Studio album by Ike & Tina Turner
- Released: July 1972
- Studio: Bolic Sound (Inglewood, California)
- Genre: Funk; soul; rock and roll;
- Label: United Artists
- Producer: Ike Turner, Gerhard Augustin

Ike & Tina Turner chronology
| 'Nuff Said (1971) | Feel Good (1972) | Let Me Touch Your Mind (1973) |

Singles from Feel Good
- "Feel Good" Released: March 1972; "She Came In Through the Bathroom Window" Released: 1972;

= Feel Good (Ike & Tina Turner album) =

Feel Good is a studio album by Ike & Tina Turner. It was released on United Artists Records in 1972.

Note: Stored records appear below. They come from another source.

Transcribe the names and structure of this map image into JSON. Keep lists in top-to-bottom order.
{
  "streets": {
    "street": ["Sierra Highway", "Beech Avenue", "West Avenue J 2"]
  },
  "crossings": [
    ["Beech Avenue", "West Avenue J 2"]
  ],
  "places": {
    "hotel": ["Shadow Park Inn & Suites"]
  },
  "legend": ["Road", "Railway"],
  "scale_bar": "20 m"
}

== Recording and release ==
Feel Good showcases Ike & Tina Turner's signature style of rock-infused soul with a mix of early funk. The album contains one cover song, "She Came In Through The Bathroom Window" by the Beatles, the rest of the tracks are written by Tina Turner. The album was recorded at the Turners' Bolic Sound studio. It was produced by Ike Turner and Gerhard Augustin. The album peaked at No. 160 on Billboard's Top LP's chart. It reached No. 27 on the Soul LP's chart before the chart was absorbed into the Top LP's chart.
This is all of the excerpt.